Work required
Give back each line of the material that contains the word "lists".

Provided records
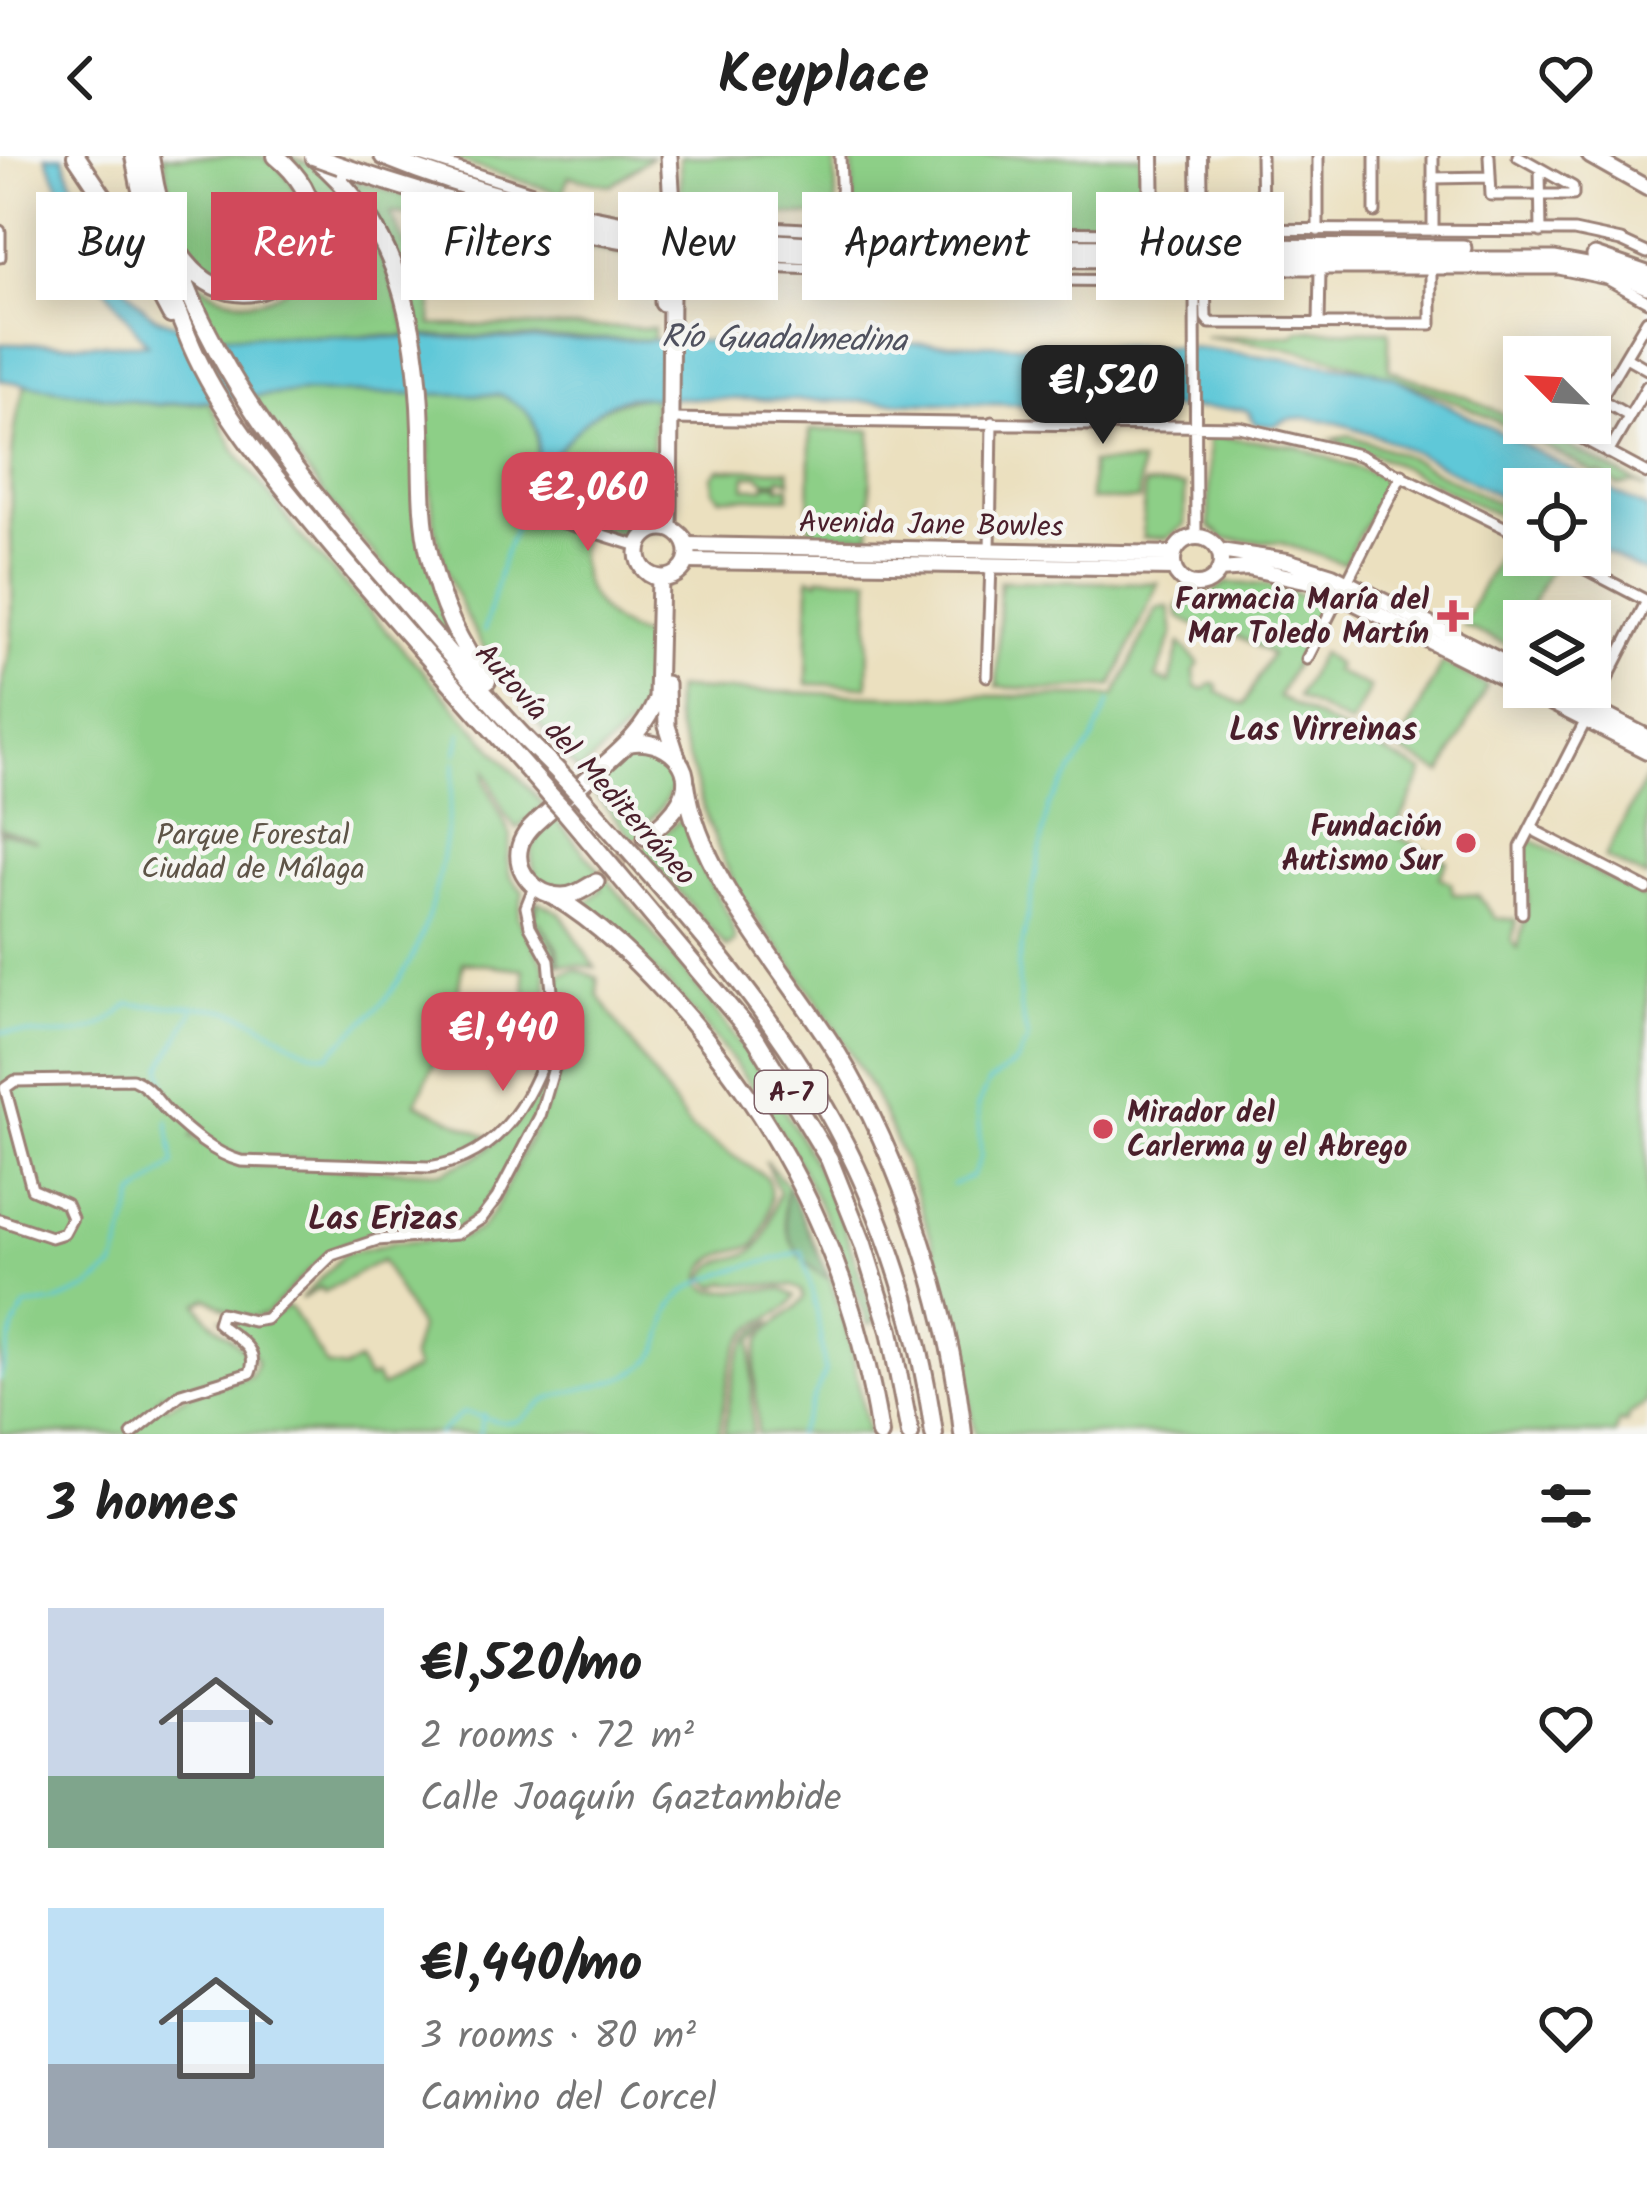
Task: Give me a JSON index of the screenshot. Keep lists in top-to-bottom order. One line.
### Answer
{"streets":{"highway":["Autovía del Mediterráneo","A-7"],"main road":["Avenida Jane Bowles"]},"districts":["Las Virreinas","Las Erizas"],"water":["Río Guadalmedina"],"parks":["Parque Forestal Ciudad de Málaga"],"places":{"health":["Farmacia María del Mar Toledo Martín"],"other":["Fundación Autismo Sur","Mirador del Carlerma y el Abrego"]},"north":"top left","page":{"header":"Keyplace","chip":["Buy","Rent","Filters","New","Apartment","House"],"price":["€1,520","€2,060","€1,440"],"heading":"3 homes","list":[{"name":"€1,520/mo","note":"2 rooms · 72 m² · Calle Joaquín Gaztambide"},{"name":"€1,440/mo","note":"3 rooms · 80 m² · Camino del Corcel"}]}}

---

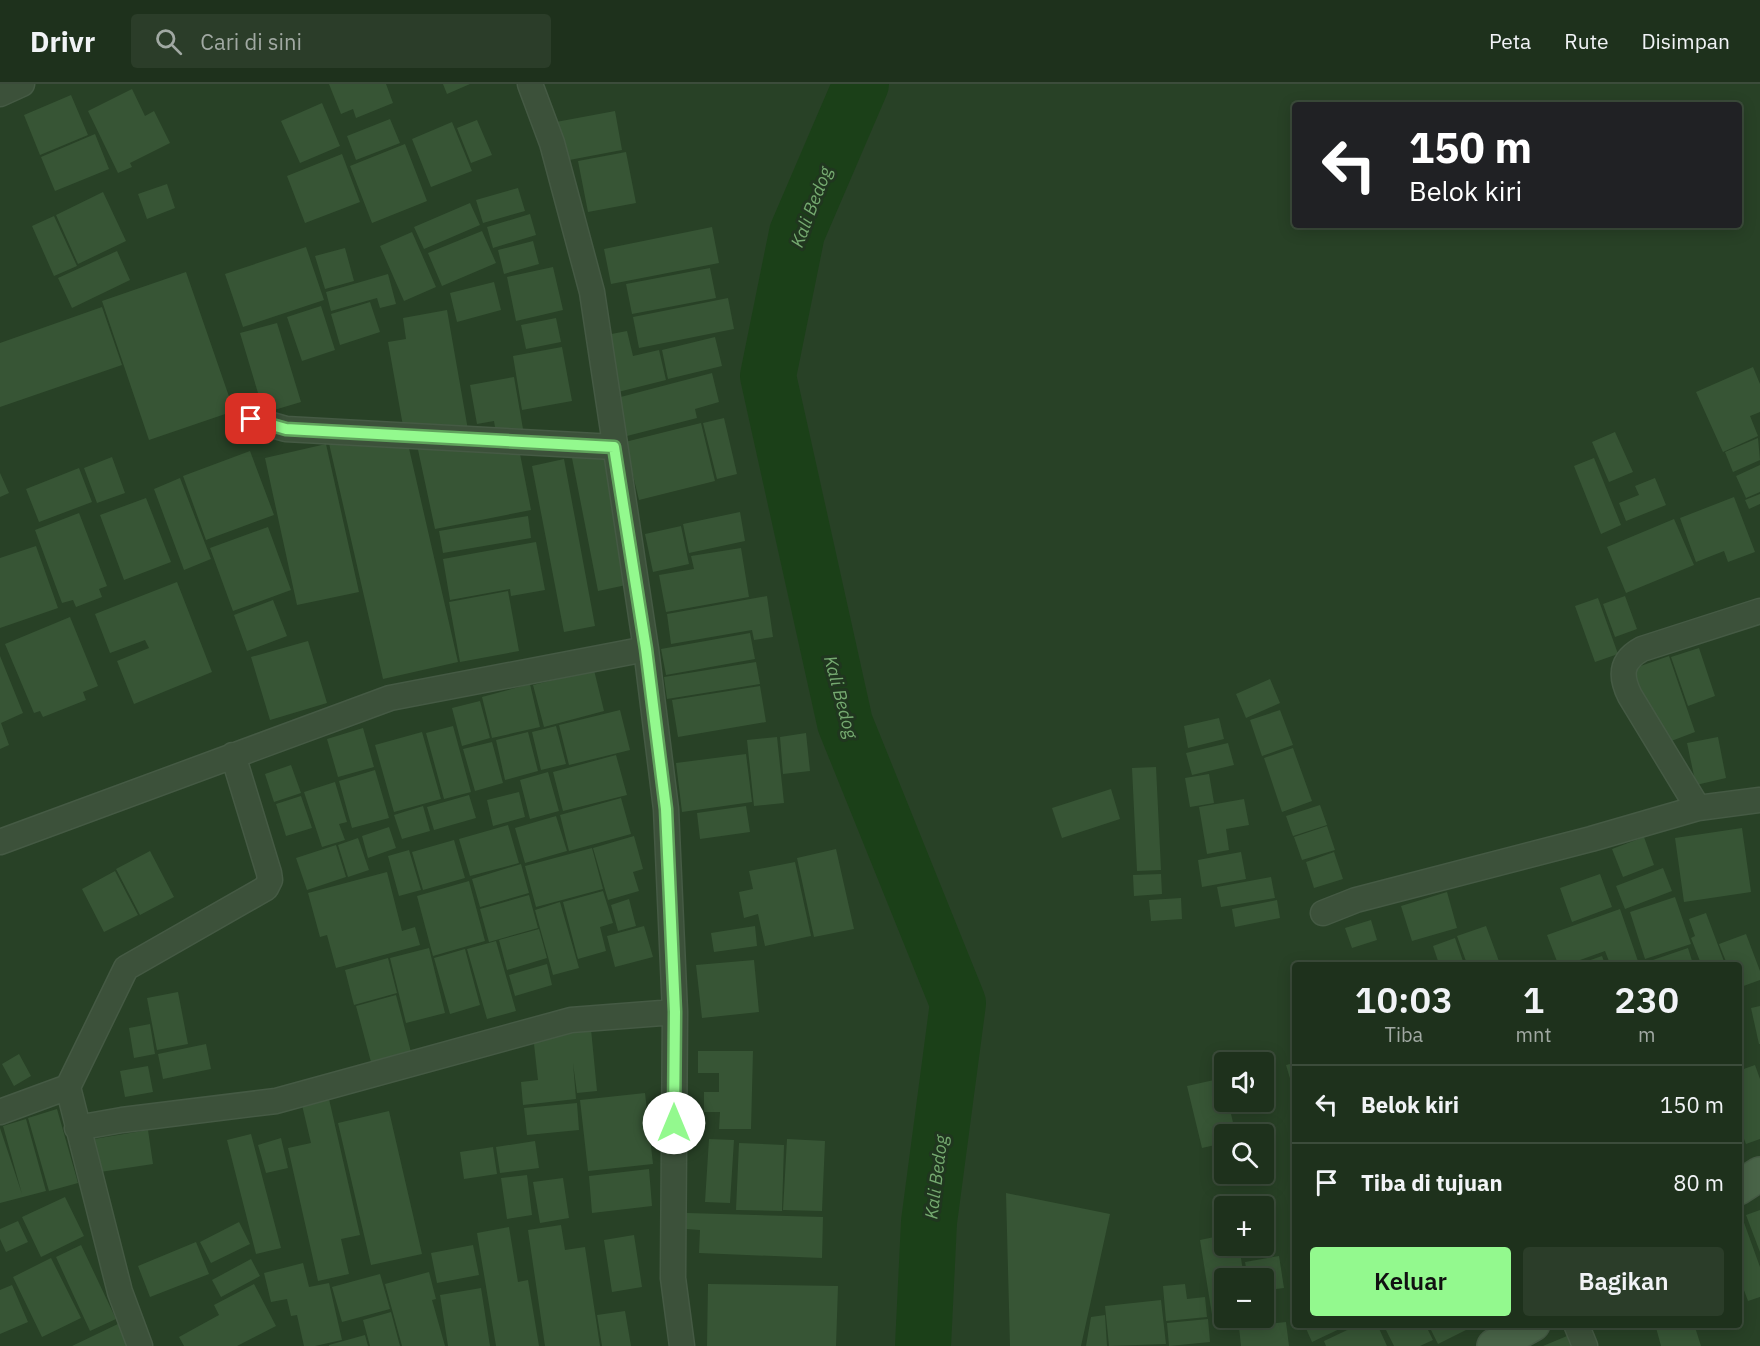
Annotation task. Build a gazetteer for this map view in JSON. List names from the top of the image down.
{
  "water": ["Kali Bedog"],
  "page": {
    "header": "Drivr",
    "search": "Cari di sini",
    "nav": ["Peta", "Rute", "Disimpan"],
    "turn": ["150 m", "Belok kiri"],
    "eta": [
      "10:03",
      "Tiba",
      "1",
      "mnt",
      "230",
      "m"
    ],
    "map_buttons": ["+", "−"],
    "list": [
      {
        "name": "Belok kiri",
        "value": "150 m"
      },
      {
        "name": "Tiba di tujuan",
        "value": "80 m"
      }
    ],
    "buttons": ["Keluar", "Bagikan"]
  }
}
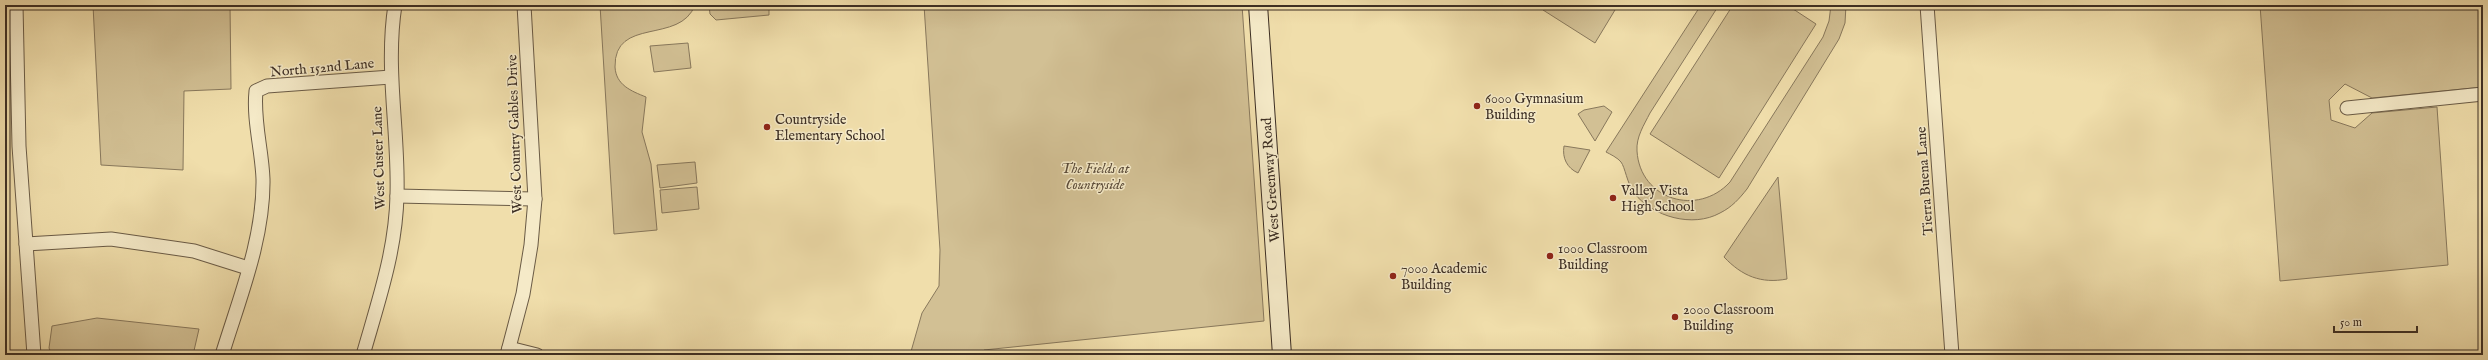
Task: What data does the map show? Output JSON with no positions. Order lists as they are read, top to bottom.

==

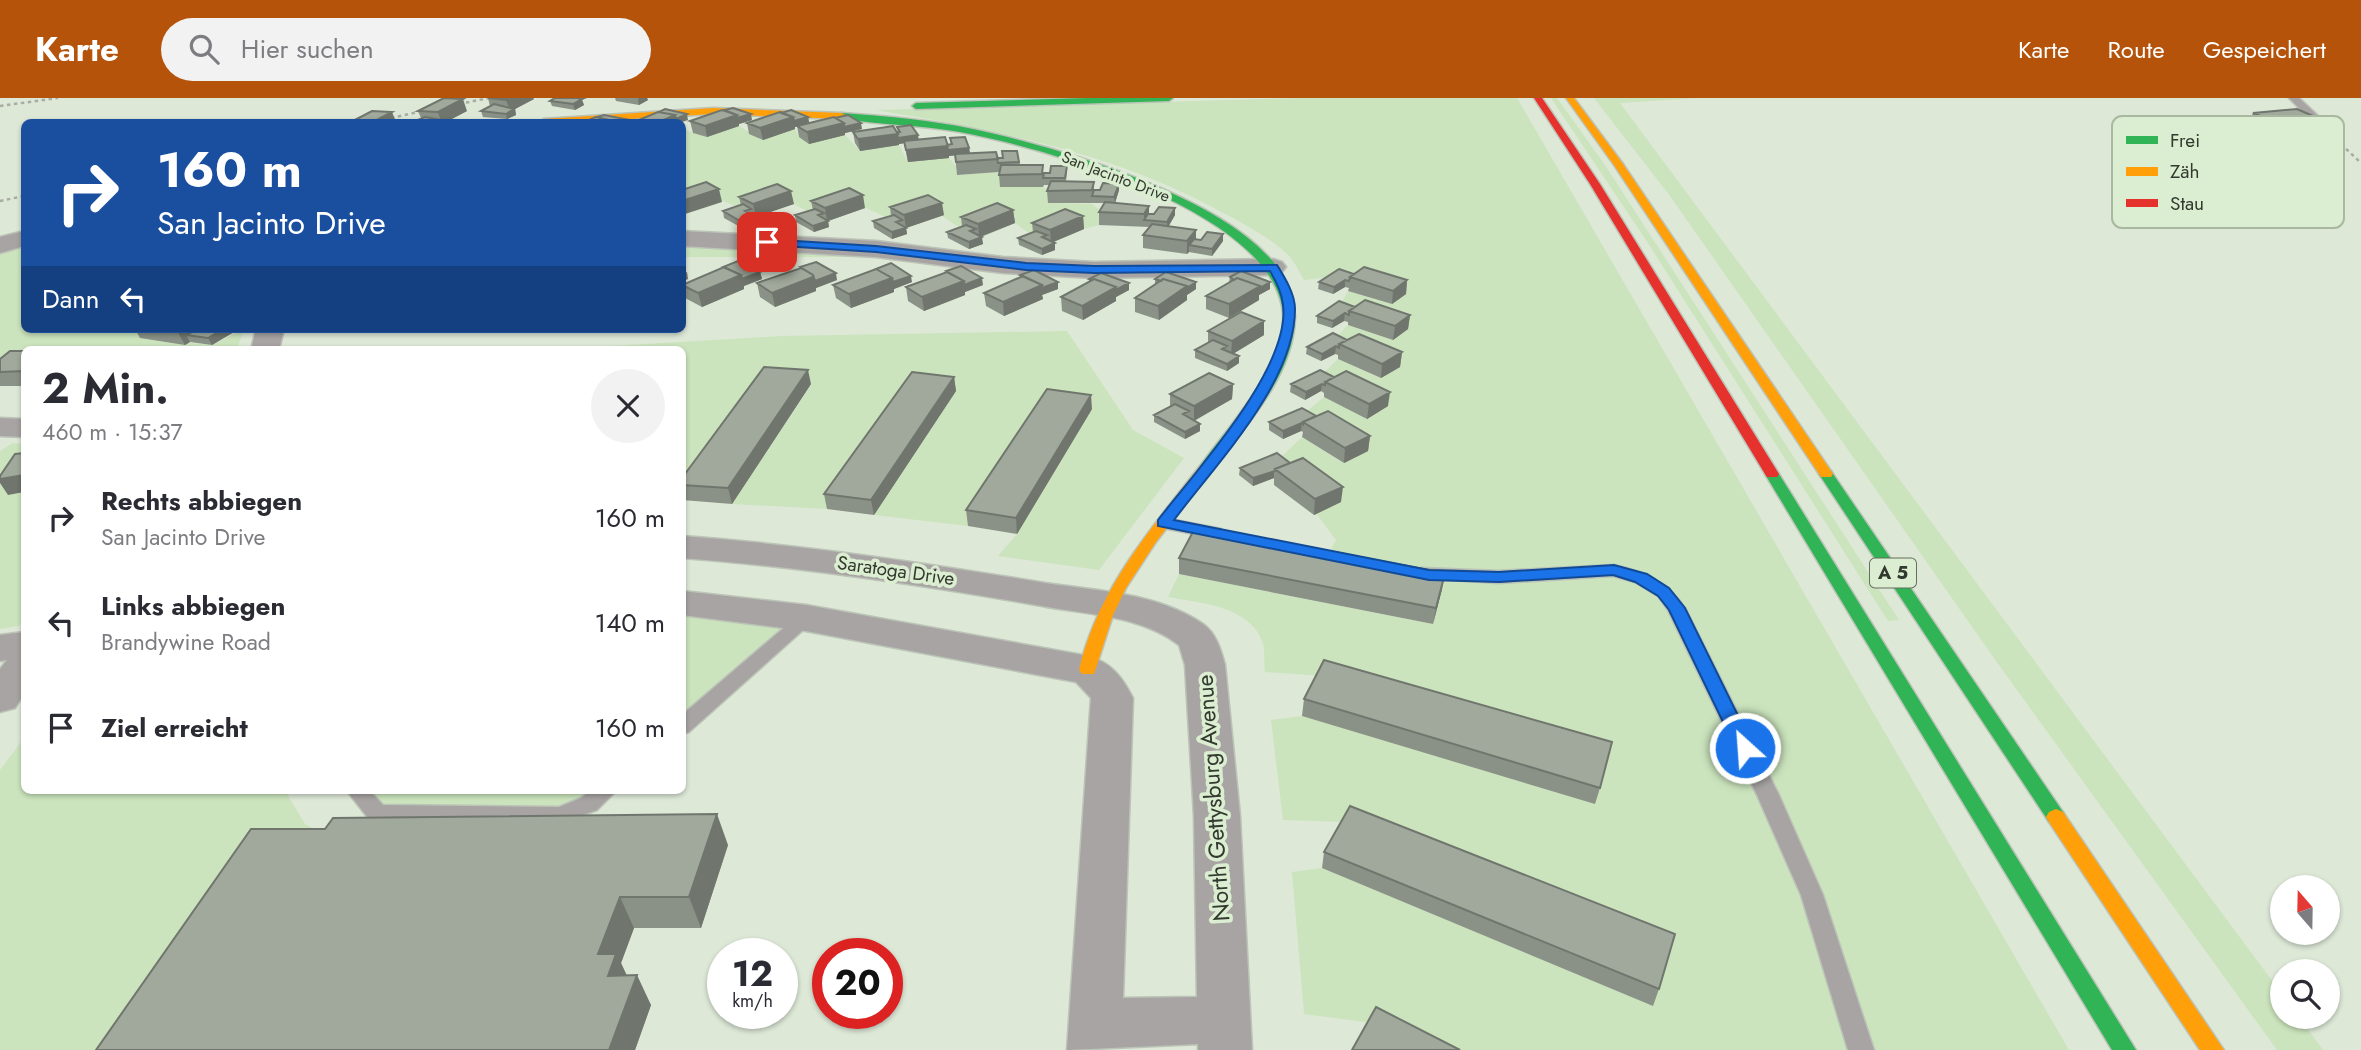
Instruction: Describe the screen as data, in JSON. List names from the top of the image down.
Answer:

Task output
Task: Give me a JSON index of the screenshot. Keep lists in top-to-bottom order. One line.
Task: What data does the map show? Output JSON with no positions. Order lists as they are read, top to bottom.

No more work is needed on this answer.